The chancellor’s answer to this follow-up question made him seem out of touch with the athletic department: To what extent was Darnell Jackson educated on the rules?

“All I know about that case is what I read in the newspaper,” Hemenway said. “I don’t know to what level he was educated.”

Again, Bylaw 6.1.1, on page 49 of the 2005-2006 NCAA Division I Manual, reads: “A member institution’s chief executive officer has ultimate responsibility and final authority for the conduct of the intercollegiate athletics program.”

It doesn’t say anything about reading the newspaper to find out what’s going on in the athletic department.

That’s not an image the NCAA will want to picture from a school trying to disprove a charge of “lack of institutional control,” especially not from a chancellor who left the position of auditor of compliance, a chancellor’s position, not an athletic department position, vacant for three stretches, one as long as 10 months.

On the other hand, KU will have many factors going in its favor for the Aug. 13 hearing in front of the NCAA, which six-to-eight weeks later will either say KU’s self-imposed penalties were sufficient, or will hand down additional ones, the worst case being a postseason ban, which isn’t likely.
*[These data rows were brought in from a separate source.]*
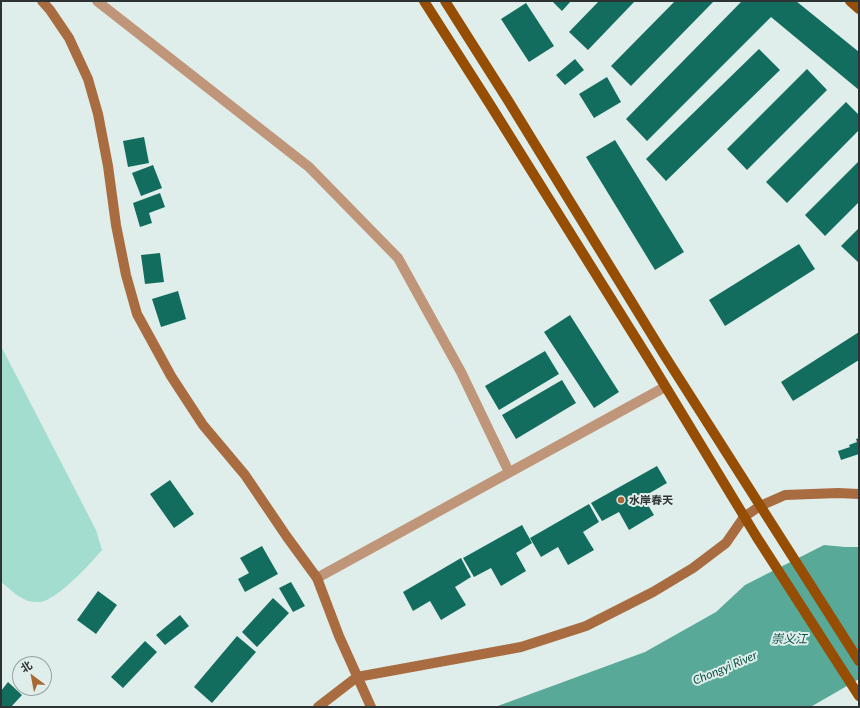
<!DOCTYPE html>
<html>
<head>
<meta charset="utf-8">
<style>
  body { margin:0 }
  #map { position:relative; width:860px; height:708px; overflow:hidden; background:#dfeeea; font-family:Lato,"Noto Sans SC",sans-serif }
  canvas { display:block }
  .frame { position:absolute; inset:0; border:2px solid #2d3332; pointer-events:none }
  .north { position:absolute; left:12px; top:656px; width:40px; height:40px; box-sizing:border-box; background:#dfeeea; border:1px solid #98a3a0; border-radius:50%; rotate:328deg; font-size:11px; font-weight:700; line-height:16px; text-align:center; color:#2d3332 }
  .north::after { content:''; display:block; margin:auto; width:14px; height:18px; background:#a96734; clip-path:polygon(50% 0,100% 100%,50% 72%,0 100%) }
</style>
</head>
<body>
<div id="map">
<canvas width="860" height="708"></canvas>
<div class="frame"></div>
<div class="north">北</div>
</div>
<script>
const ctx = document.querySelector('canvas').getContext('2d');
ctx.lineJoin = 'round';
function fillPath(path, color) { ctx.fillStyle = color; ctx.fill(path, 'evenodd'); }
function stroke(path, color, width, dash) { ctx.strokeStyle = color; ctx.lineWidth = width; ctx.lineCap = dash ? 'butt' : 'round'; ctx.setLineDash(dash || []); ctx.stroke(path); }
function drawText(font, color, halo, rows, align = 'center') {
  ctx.font = font + ' Lato,"Noto Sans SC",sans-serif'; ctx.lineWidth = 4; ctx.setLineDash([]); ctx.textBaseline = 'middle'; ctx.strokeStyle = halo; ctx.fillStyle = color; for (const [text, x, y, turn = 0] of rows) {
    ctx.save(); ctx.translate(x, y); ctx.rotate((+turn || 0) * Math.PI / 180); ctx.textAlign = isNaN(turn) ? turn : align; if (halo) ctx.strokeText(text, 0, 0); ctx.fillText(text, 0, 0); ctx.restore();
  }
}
const green = new Path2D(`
  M1,346L96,530L102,550C90,564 59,598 41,602C37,602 29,602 26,600C16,596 9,588 1,582Z`);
const water = new Path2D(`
  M824,545L845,547H859V679L814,705L810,707H495L645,652L716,612L745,585Z`);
const building = new Path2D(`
  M552,1H571L562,11Z
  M599,1H635L588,50L569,32Z
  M675,1H714L631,86L611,66Z
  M742,1H796L859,52V90L771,17L647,141L626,119Z
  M526,3L554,46L529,62L501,19Z
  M759,49L780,70L666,181L646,159Z
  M575,59L584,70L565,85L556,75Z
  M807,69L827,90L747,170L727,149Z
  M607,77L621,102L594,118L579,94Z
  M846,102L859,115V130L787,203L766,182Z
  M144,137L149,163L128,167L123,141Z
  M615,140L684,252L655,270L586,157Z
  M859,161V202L825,236L805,215Z
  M153,165L162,188L141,196L132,173Z
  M160,193L165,207L149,213L152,223L140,227L133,203Z
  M859,228V263L841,246Z
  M799,244L815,269L725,326L709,300Z
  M160,253L164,282L145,284L141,255Z
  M178,291L186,319L161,327L152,299Z
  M570,315L619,392L594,408L544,332Z
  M859,332V360L793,401L781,382Z
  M545,351L559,374L499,410L485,386Z
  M562,380L576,403L516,439L502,415Z
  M859,438V454L841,460L838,451L850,447L849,445L857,442L856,439Z
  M657,466L667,483L643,497L654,515L629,530L619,512L602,521L591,503Z
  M170,480L194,514L174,528L150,494Z
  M589,504L599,522L583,532L594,550L568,565L558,547L541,557L530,538Z
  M522,525L532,543L516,553L526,571L501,586L491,568L474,577L463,558Z
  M262,546L278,574L245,592L238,579L249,573L240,558Z
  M461,558L471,577L455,587L466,605L441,620L430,601L413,611L403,592Z
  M291,582L305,606L293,612L279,588Z
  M98,591L117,605L96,634L77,620Z
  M273,598L289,613L257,647L242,632Z
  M180,615L189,626L165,645L156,635Z
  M237,636L256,652L212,703L194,687Z
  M145,641L157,652L123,688L111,677Z
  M8,682L22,695L11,707H1V691Z`);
const street = new Path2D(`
  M97,1L309,167L398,258L461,372L509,472
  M317,578L665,387`);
const secondary = new Path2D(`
  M42,1L50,10L69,38L88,79L98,114L108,166L116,225L126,275L137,314L171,376L203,425L245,475L287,537L317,578L339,636L371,707
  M318,707L357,677L521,647L586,626L653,592L693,568L726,543L744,517L760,506L785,495L838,493L859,494`);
const primary = new Path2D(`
  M424,1L491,106L650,361L756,536L859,696
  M445,1L509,102L663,353L859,661
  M850,1L859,9`);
const markers = [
  [621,500,4,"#a96734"]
];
const poiNames = [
  ["水岸春天",629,500]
];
const waterNames = [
  ["崇义江",789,639],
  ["Chongyi River",725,668,-23]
];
fillPath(green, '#a2ddd0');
fillPath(water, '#59a999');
fillPath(building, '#136d5e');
stroke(street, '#c0967a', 10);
stroke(secondary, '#a86c40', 10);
stroke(primary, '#964d04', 10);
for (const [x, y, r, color] of markers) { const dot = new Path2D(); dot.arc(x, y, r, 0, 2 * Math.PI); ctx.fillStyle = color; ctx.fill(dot); stroke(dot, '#dfeeea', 1.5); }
drawText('bold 11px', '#2d3332', '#dfeeea', poiNames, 'left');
drawText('italic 12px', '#0d5247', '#dfeeea', waterNames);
</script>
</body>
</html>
One thing weighing in KU’s favor: Perkins, instead of conducting his own investigation, immediately hired an independent outside party, former NCAA enforcement official Rick Evrard, a partner with the law firm of Bond, Schoeneck & King in Overland Park. The NCAA prefers outsiders dig for dirt because the NCAA is suspicious about the size of the shovels insiders use to dig dirt on themselves.